June 23, 2008

#9: Championing an Idea and Gaining Buy-In

Saw an interesting piece in the ASAE Communication Section newsletter today. It discusses gaining buy-in for your ideas and gives tips on how to get the managers, executives and boards on board with your idea.

Another interesting piece that I have seen recently deals with learning how to champion an idea - a similar topic to what's above.

Check out both to learn more about working effectively with the leaders of your organization to get things done.

June 18, 2008

#8: Association Foum of Chicagoland Annual Meeting

I attended the Association Forum of Chicagoland's Annual Meeting yesterday, and it was a really great event. Hearing the outstanding keynotes, as well as receiving the knowledge that was shared in the breakout sessions, I feel a great deal more enthused and excited to continue in making change at my organization.

A quick note to those of you who have not heard Martha Rogers speak - try your best to hear her! The information that she shared in changing the way your are looking at the value of your members/customers was really outstanding to hear, and information that I have not gleaned from other speakers in the past. The fact that your members/customers are the MOST VALUABLE thing your association produces is a very simple concept, but one I hadn't really thought about in the same way that it was relayed to us in the closing session. It's not your products, your programming, it's not your publications - it's your members!

Rogers also really pushed the fact that we as association professionals cannot underestimate the fact that we need to give our members/customers what they want, when they want it, to truly market to them effectively. The way she put it - interact, remember, respond. We need to have a good institutional memory, and when they tell us XX is what they want, we need to provide it to them.

Anyway, thanks to everyone who made the day possible, and if you are an association professional, you should seriously take a look at this meeting when planning your professional development for next year!

June 12, 2008

#7: Playing to Your Strengths

So I am a TV buff - I watch a lot of it, and have a great deal of favorite shows. They range from comedy to drama to reality. Why am I telling you this, you might be asking?

Last night, while I was watching Top Chef, one of the contestants said something that I thought was quite interesting and very applicable to our work in Associations. He said that what a lot of people don't understand about Top Chef is that you have to take the challenge and bend it to your strengths. He said that too many people change their whole philosophy to meet the challenge that is presented to them rather than using their strengths to overcome the challenge.

As I thought about that statement, I came to the conclusion that there were a great deal of practical applications to our work.
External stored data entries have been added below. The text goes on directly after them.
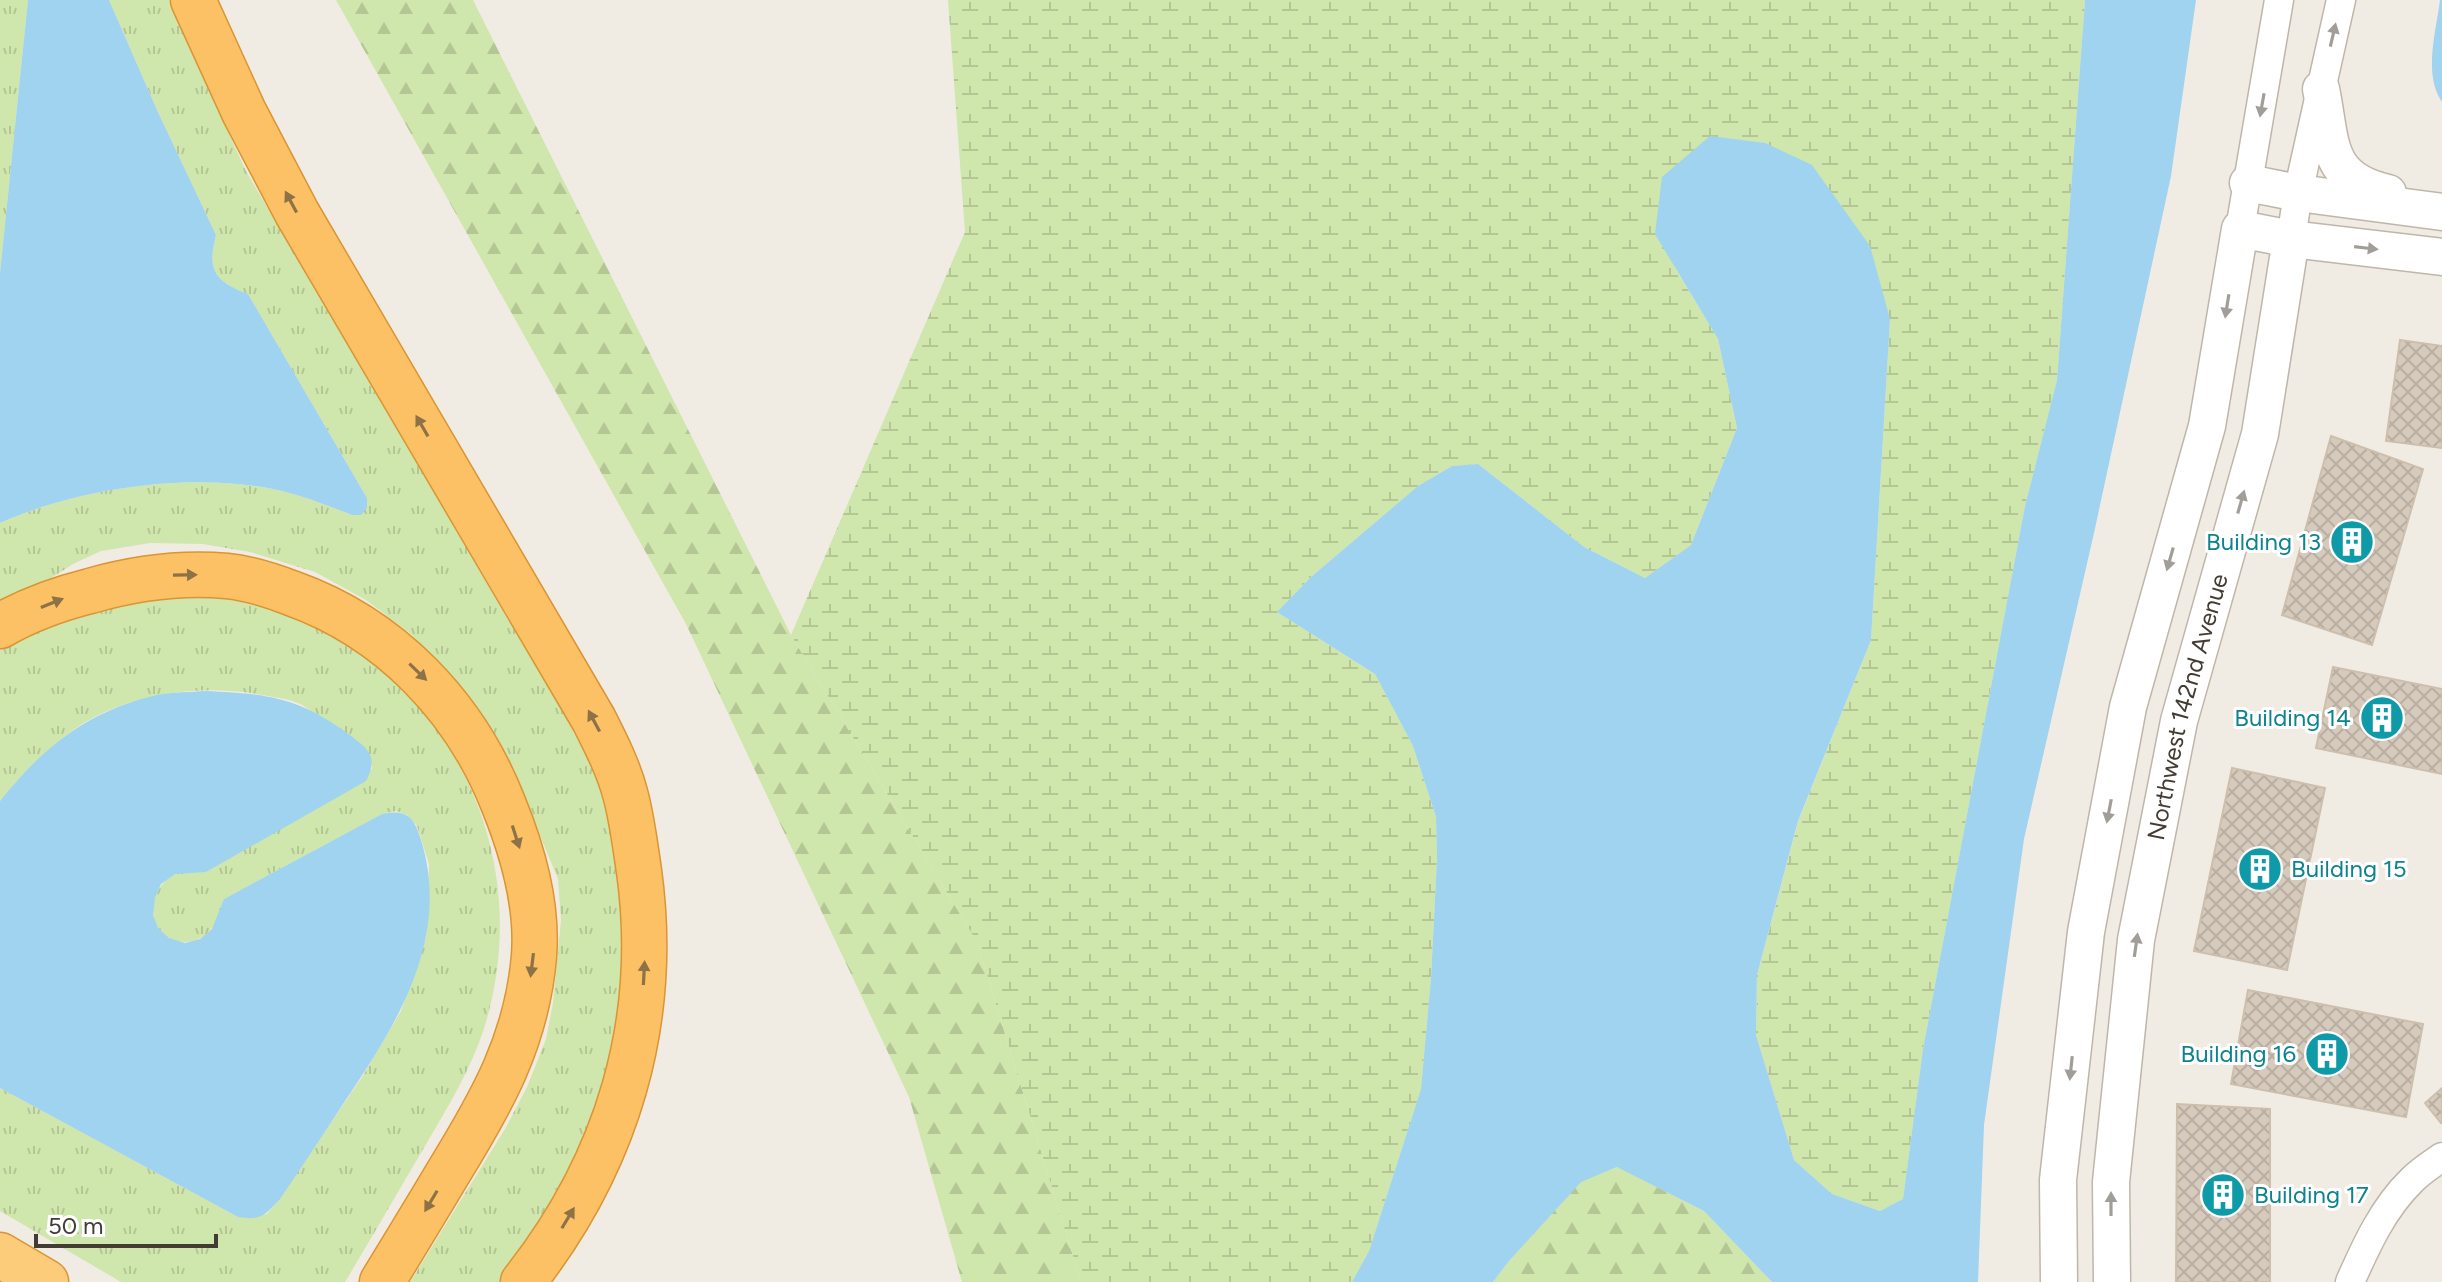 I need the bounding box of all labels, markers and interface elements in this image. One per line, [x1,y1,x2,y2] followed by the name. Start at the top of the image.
[2327,22,2340,47] one-way arrow
[2255,92,2267,117] one-way arrow
[284,190,297,213] one-way arrow
[2354,241,2379,254] one-way arrow
[2220,294,2233,319] one-way arrow
[415,415,429,437] one-way arrow
[2235,489,2248,513] one-way arrow
[2328,518,2376,566] building icon: Building 13
[2206,527,2321,556] place label: Building 13
[2163,547,2176,571] one-way arrow
[173,569,198,582] one-way arrow
[2141,570,2234,843] street label: Northwest 142nd Avenue
[40,596,64,609] one-way arrow
[408,663,427,681] one-way arrow
[2358,694,2406,742] building icon: Building 14
[2234,703,2351,732] place label: Building 14
[587,710,601,732] one-way arrow
[2102,799,2114,824] one-way arrow
[510,825,522,849] one-way arrow
[2236,845,2284,893] building icon: Building 15
[2291,854,2407,883] place label: Building 15
[2130,932,2143,957] one-way arrow
[525,953,538,978] one-way arrow
[637,960,650,985] one-way arrow
[2303,1030,2351,1078] building icon: Building 16
[2181,1039,2296,1068] place label: Building 16
[2064,1056,2077,1081] one-way arrow
[2199,1171,2247,1219] building icon: Building 17
[2254,1180,2369,1209] place label: Building 17
[424,1190,438,1212] one-way arrow
[2105,1191,2117,1216] one-way arrow
[36,1198,216,1248] scale bar
[560,1207,574,1229] one-way arrow
[48,1211,104,1240] text: 50 m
We face challenges everyday, including in our component relations work, volunteer management, communications work, legal work, member services work, and as executives. My opinion is that it is how we handle those challenges and bend them to our stengths that determines whether our organizations are successful.

Over the past year or so, the publication of our organization was restructured and its mission was changed to fit more into the mission of the organization. In the past, it shared a lot of information about the organization, and provided information about our components written by them.

The challenge: how could we change the mission of the publication without totally making our members upset that it wasn't the same as it had been for nearly 100 years? One of our biggest strengths is that we are committed to our mission, and driven to achieve it on a daily basis.

Since the publication wasn't aligning to our mission as it was structured, and in order for it to align more appropriately, the organization's leadership realized that it needed to include more compelling stories that educated, inspired and entertained the members.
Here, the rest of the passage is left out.